What this task involves: Skip the pictures and copy all the data that follows exactly.

Information shown:
* * *

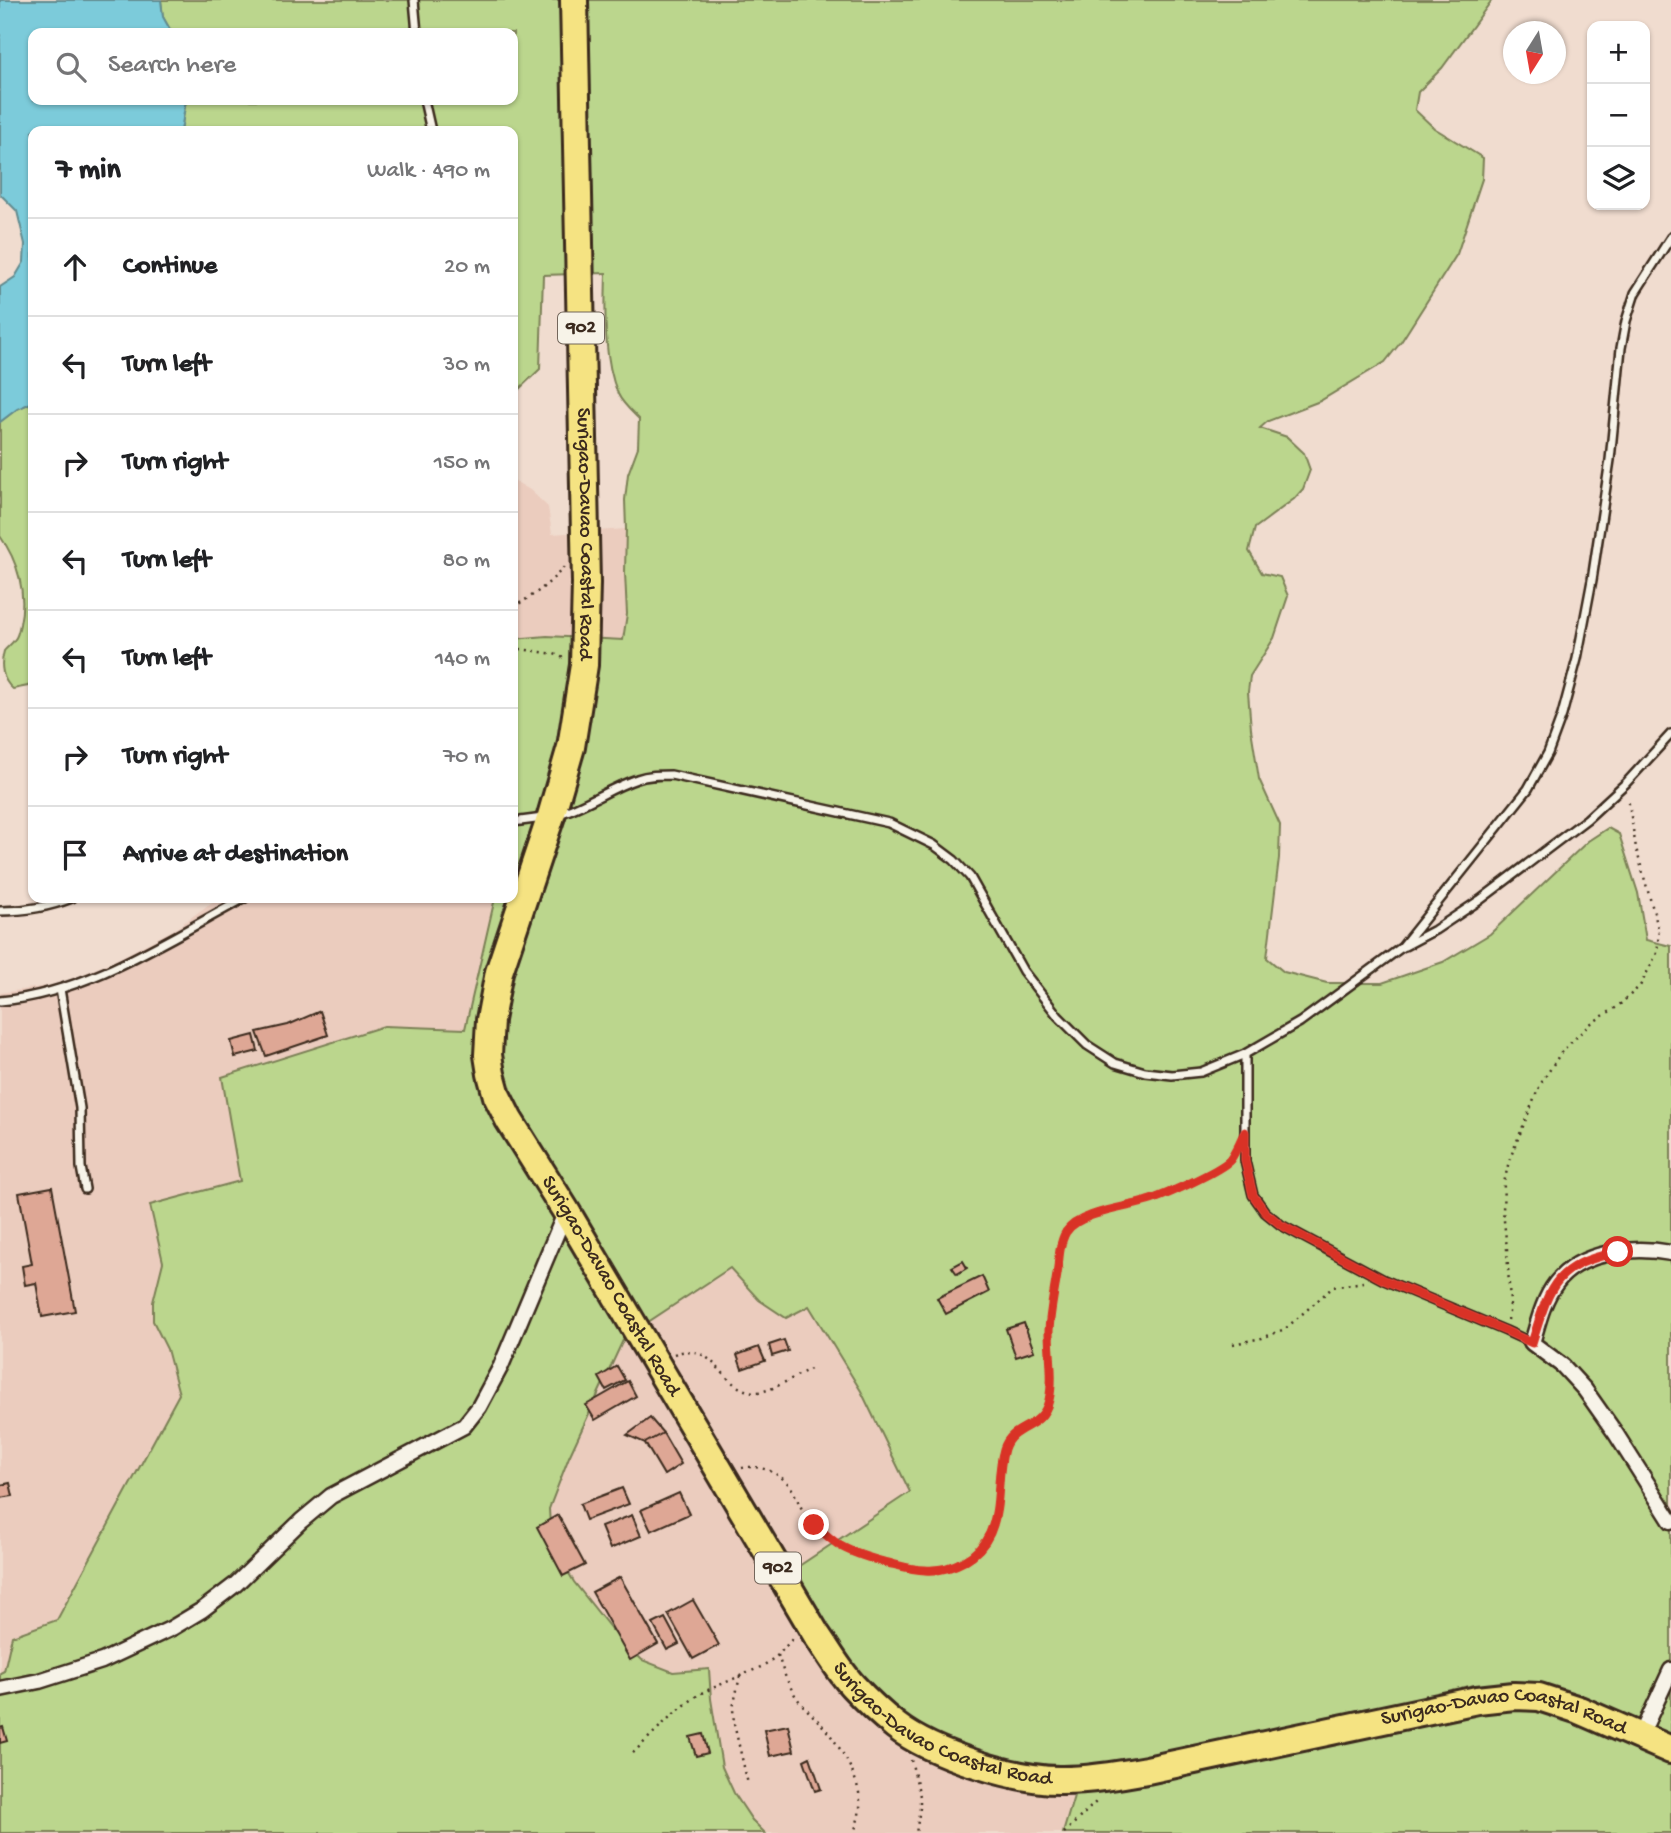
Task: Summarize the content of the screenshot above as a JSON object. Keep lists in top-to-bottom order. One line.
{"streets":{"highway":["902","Surigao-Davao Coastal Road"]},"north":"bottom","page":{"map_buttons":["+","−"],"search":"Search here","heading":["7 min","Walk · 490 m"],"list":[["Continue","20 m"],["Turn left","30 m"],["Turn right","150 m"],["Turn left","80 m"],["Turn left","140 m"],["Turn right","70 m"],"Arrive at destination"]}}
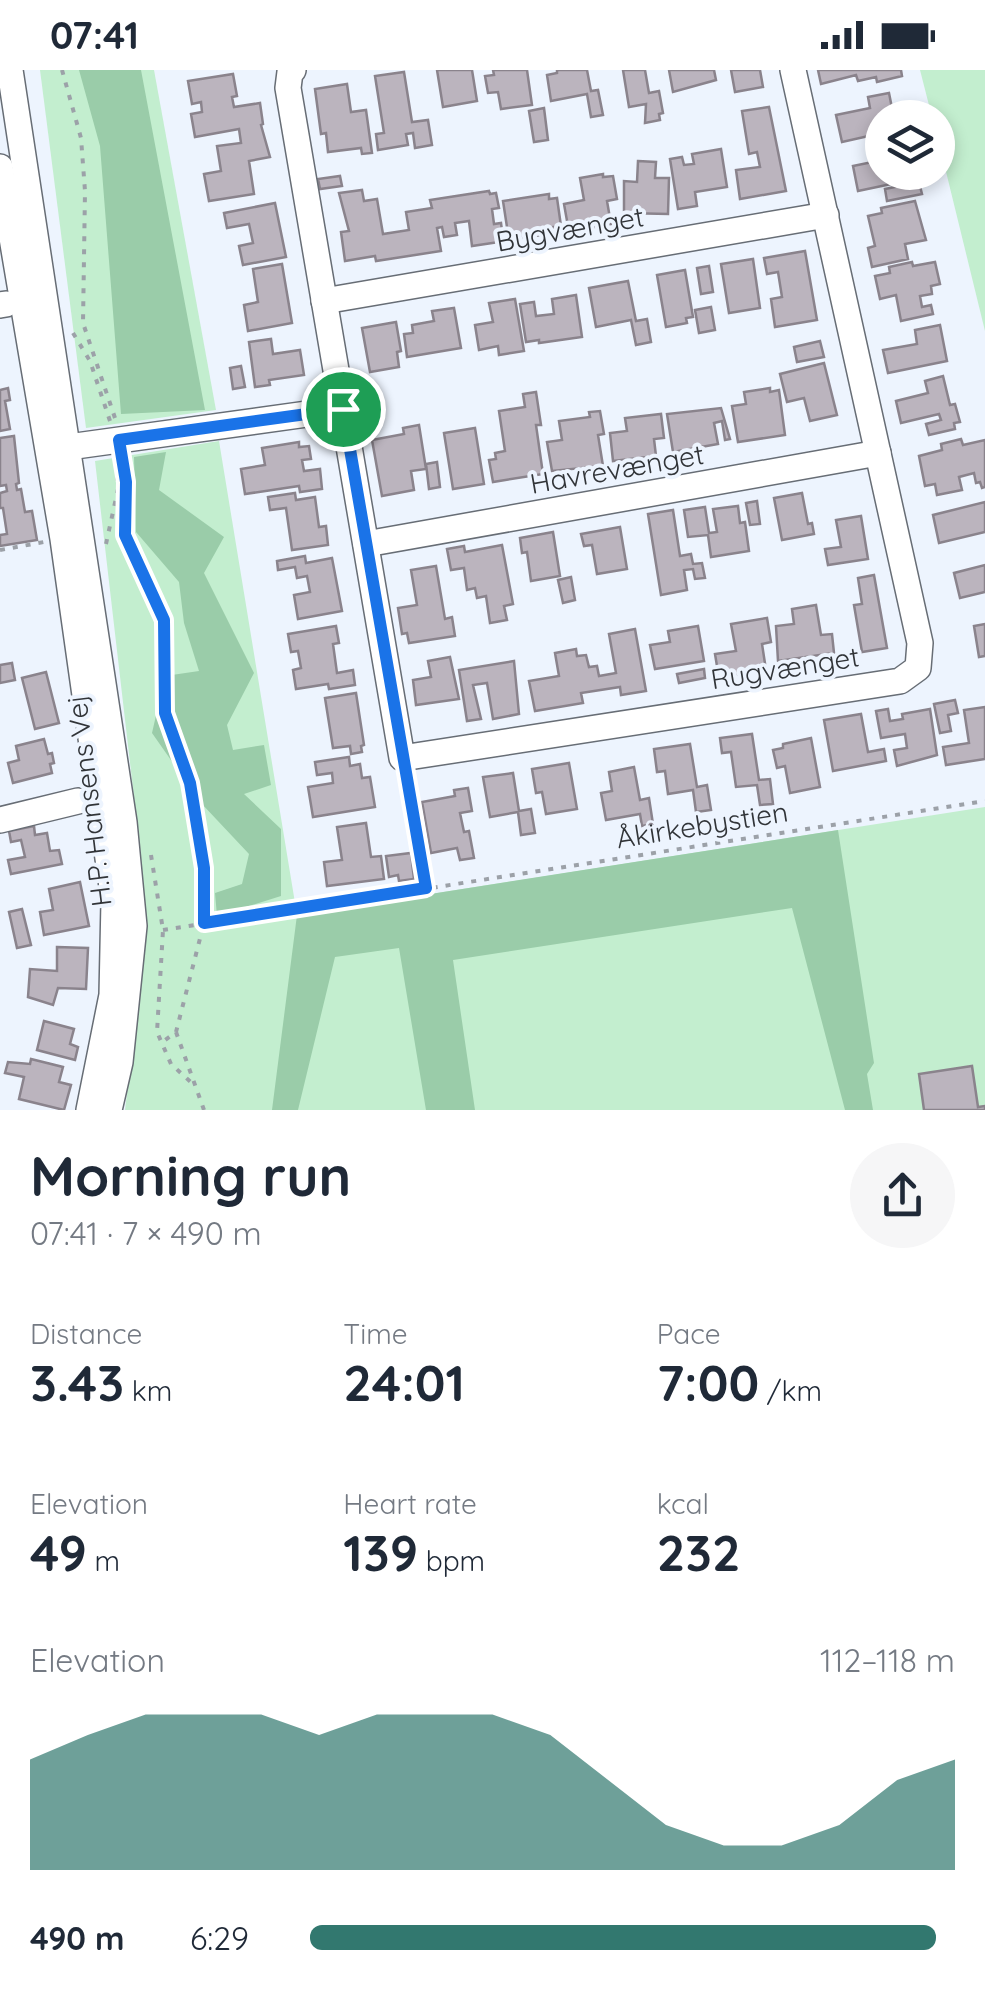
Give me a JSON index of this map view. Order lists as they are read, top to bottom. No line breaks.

* * *

Task answer:
Task: Summarize the content of the screenshot above as a JSON object. Keep lists in top-to-bottom order. One line.
{"streets":{"highway":["902","Surigao-Davao Coastal Road"]},"north":"bottom","page":{"map_buttons":["+","−"],"search":"Search here","heading":["7 min","Walk · 490 m"],"list":[["Continue","20 m"],["Turn left","30 m"],["Turn right","150 m"],["Turn left","80 m"],["Turn left","140 m"],["Turn right","70 m"],"Arrive at destination"]}}
Give me a JSON index of this map view. Order lists as they are read, top to bottom. No line breaks.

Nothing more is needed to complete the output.